While around the county there are pockets of healthy supplies of students going into the field, some of the region’s biggest producers of manufacturing workers - public schools and community colleges - admitted they’ve had difficulty recruiting young people to the specialty. Part of the problem, they say, is the lingering stereotypes dogging manufacturing: that it’s dull, that the work is dirty, that its jobs are disappearing. Some former students, meanwhile, said they felt their schools didn’t put much emphasis on it as a viable career path, and that there was pressure instead to attend a four-year college.

But perhaps one of manufacturing’s chief workforce development obstacles - and coincidentally also one of its strengths - is that it’s not the same line of work today that it was for past generations.
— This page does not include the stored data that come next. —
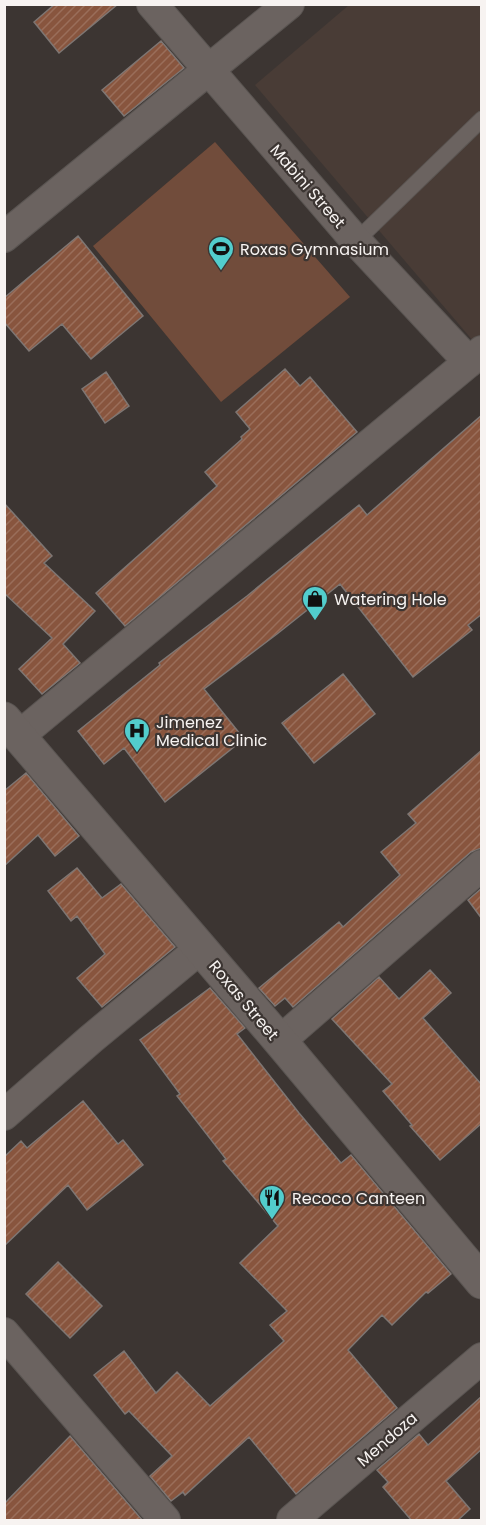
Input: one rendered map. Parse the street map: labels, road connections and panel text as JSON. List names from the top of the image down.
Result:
{
  "streets": {
    "main road": ["Roxas Street"],
    "street": ["Mabini Street", "Mendoza"]
  },
  "places": {
    "sports": ["Roxas Gymnasium"],
    "shop": ["Watering Hole"],
    "hospital": ["Jimenez Medical Clinic"],
    "restaurant": ["Recoco Canteen"]
  }
}
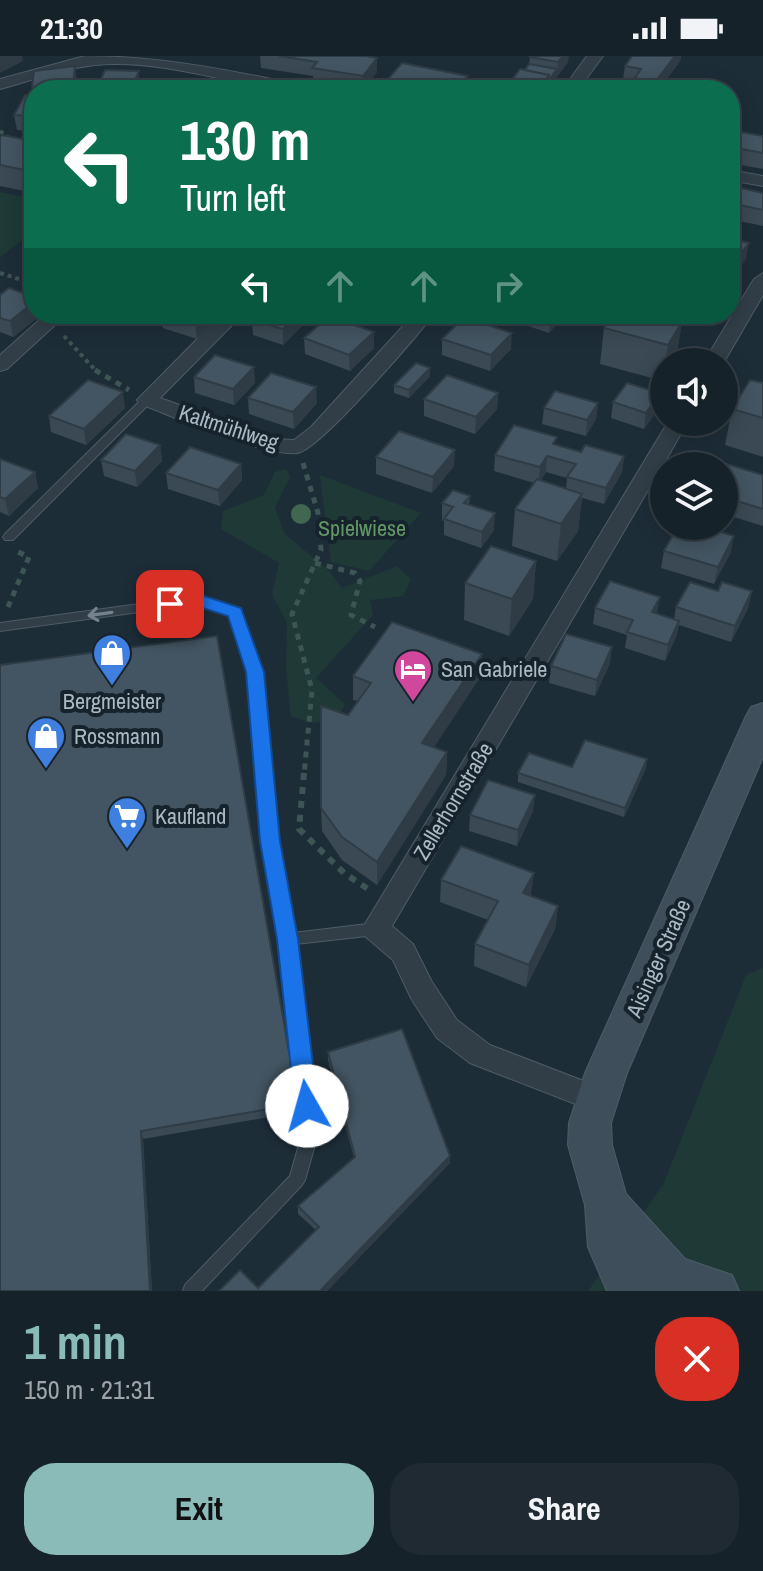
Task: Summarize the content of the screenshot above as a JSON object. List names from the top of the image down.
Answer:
{
  "streets": {
    "main road": ["Aisinger Straße"],
    "street": ["Kaltmühlweg", "Zellerhornstraße"]
  },
  "parks": ["Spielwiese"],
  "places": {
    "shop": ["Bergmeister", "Rossmann"],
    "hotel": ["San Gabriele"],
    "supermarket": ["Kaufland"]
  },
  "page": {
    "status": "21:30",
    "turn": ["130 m", "Turn left"],
    "heading": ["1 min", "150 m · 21:31"],
    "buttons": ["Exit", "Share"]
  }
}
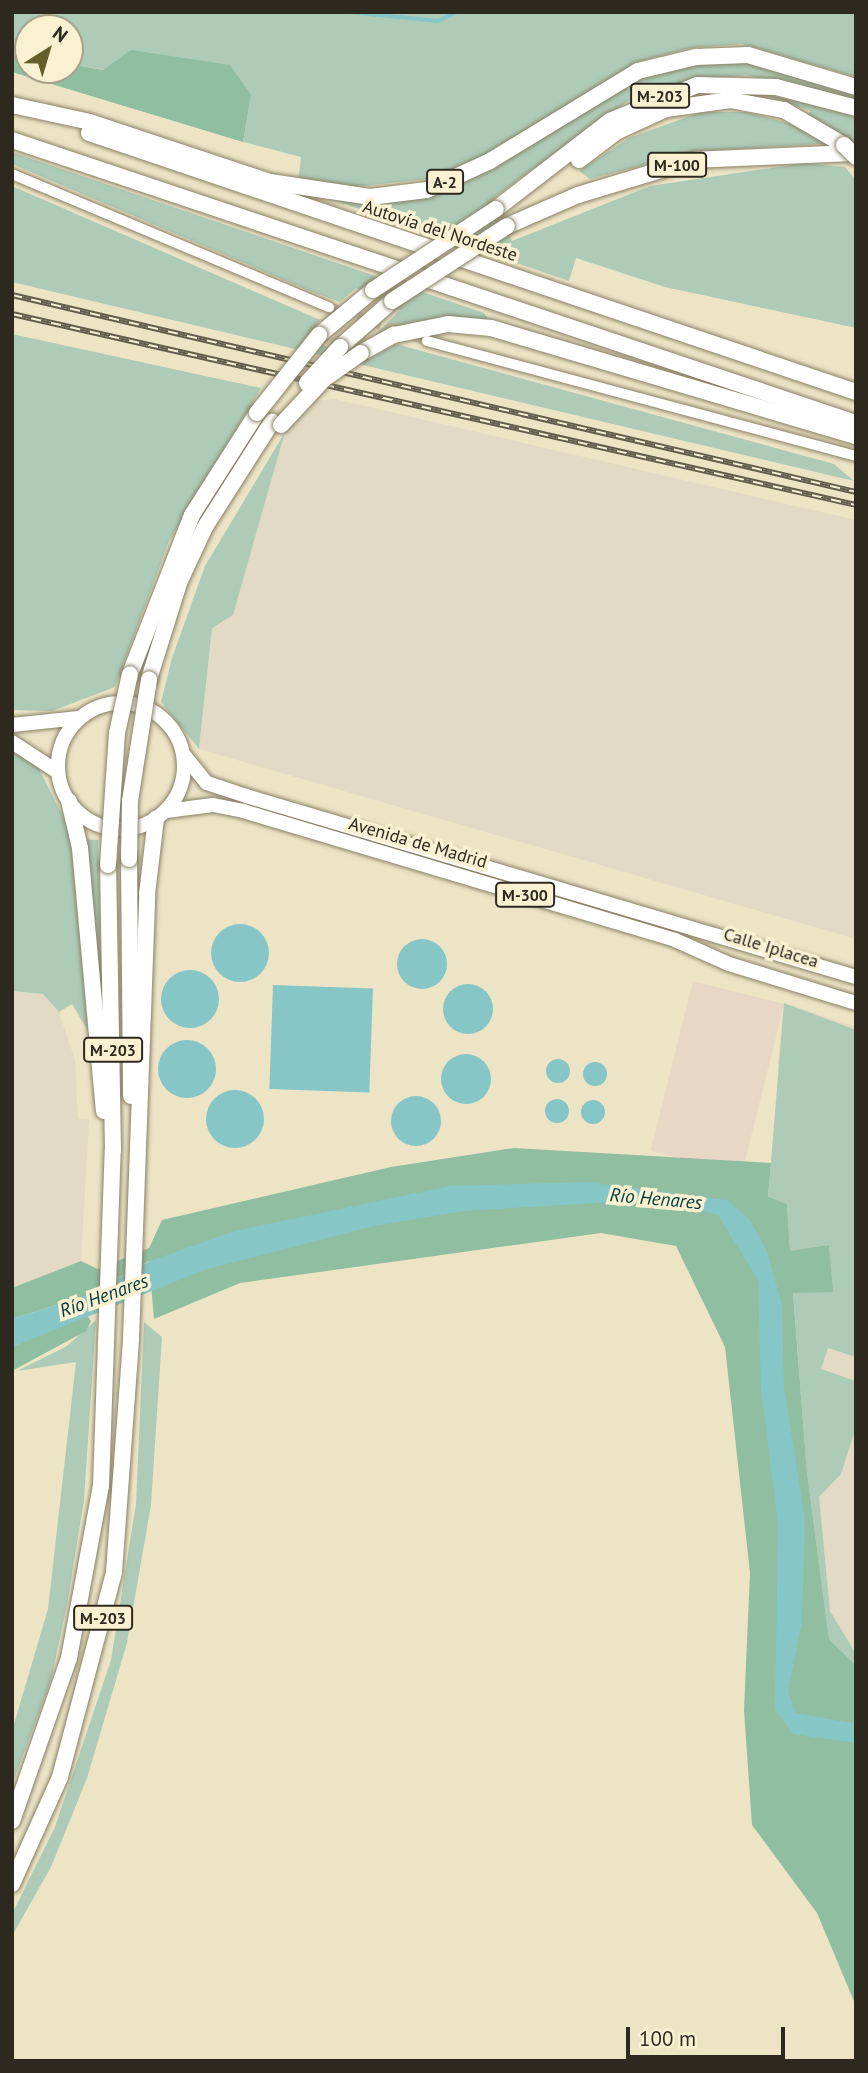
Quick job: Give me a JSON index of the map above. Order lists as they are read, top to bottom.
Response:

“I think a lot of it is it has become more technical,” Bauer said. “It’s more of a STEM field now, and that doesn’t suit everybody.”

Much of modern manufacturing work is more dependent on understanding computers and automation than elbow grease, some education officials said.

“We’re not training students how to operate machines,” said Damian Kieran, a manufacturing professor at Quinsigamond Community College in Worcester. “We’re training them how to program them.”

For that reason, said his colleague at QCC, James Heffernan, a professor of electronics engineering technology, students training in the field need to have skill sets geared toward problem solving.

“My students are focused on how to troubleshoot, how to analyze a complex system and break it down into its essential parts,” he said. “And they have to learn how to think outside the box.”

Jacqueline Belrose, Mount Wachusett Community College’s vice president of lifelong learning and workforce development, said students also need to know how to find and interpret information - reading blueprints, precision measuring and analyzing graphs are all basic skills of the trade.

“And what you’d need to have is computer skills,” she added, to properly use the high-tech machinery now commonplace in the industry.

Further along the higher education chain, professors at Worcester Polytechnic Institute said many of their students must also learn how to be entrepreneurial.

“We’re really educating the leaders of the industry,” said engineering professor Diran Apelian, who added several of his students have gone on to start their own companies in the region. “Our students have that industrial mindset - they look at (the field) as a way to both create value and create wealth.”

Not coincidentally, the range of opportunities available to WPI’s manufacturing graduates - many also go on to well-paying jobs at large corporations - has ensured there is no shortage of interest in the program, according to faculty there. Even at the high school level, some schools, including Montachusett Regional Vocational Technical School in Fitchburg, are seeing high demand for their manufacturing offerings.

?(They’re) unfortunately maxed out,” said the school’s superintendent, Sheila Harrity, who added it’s only the aging school’s lack of space that prevents her from expanding the program, which enrolls 62 students.

In Worcester, meanwhile, where Harrity used to work as principal of the city’s main vocational school, Worcester Technical High School, the district has struggled to get enough students to go into manufacturing, according to superintendent Maureen Binienda.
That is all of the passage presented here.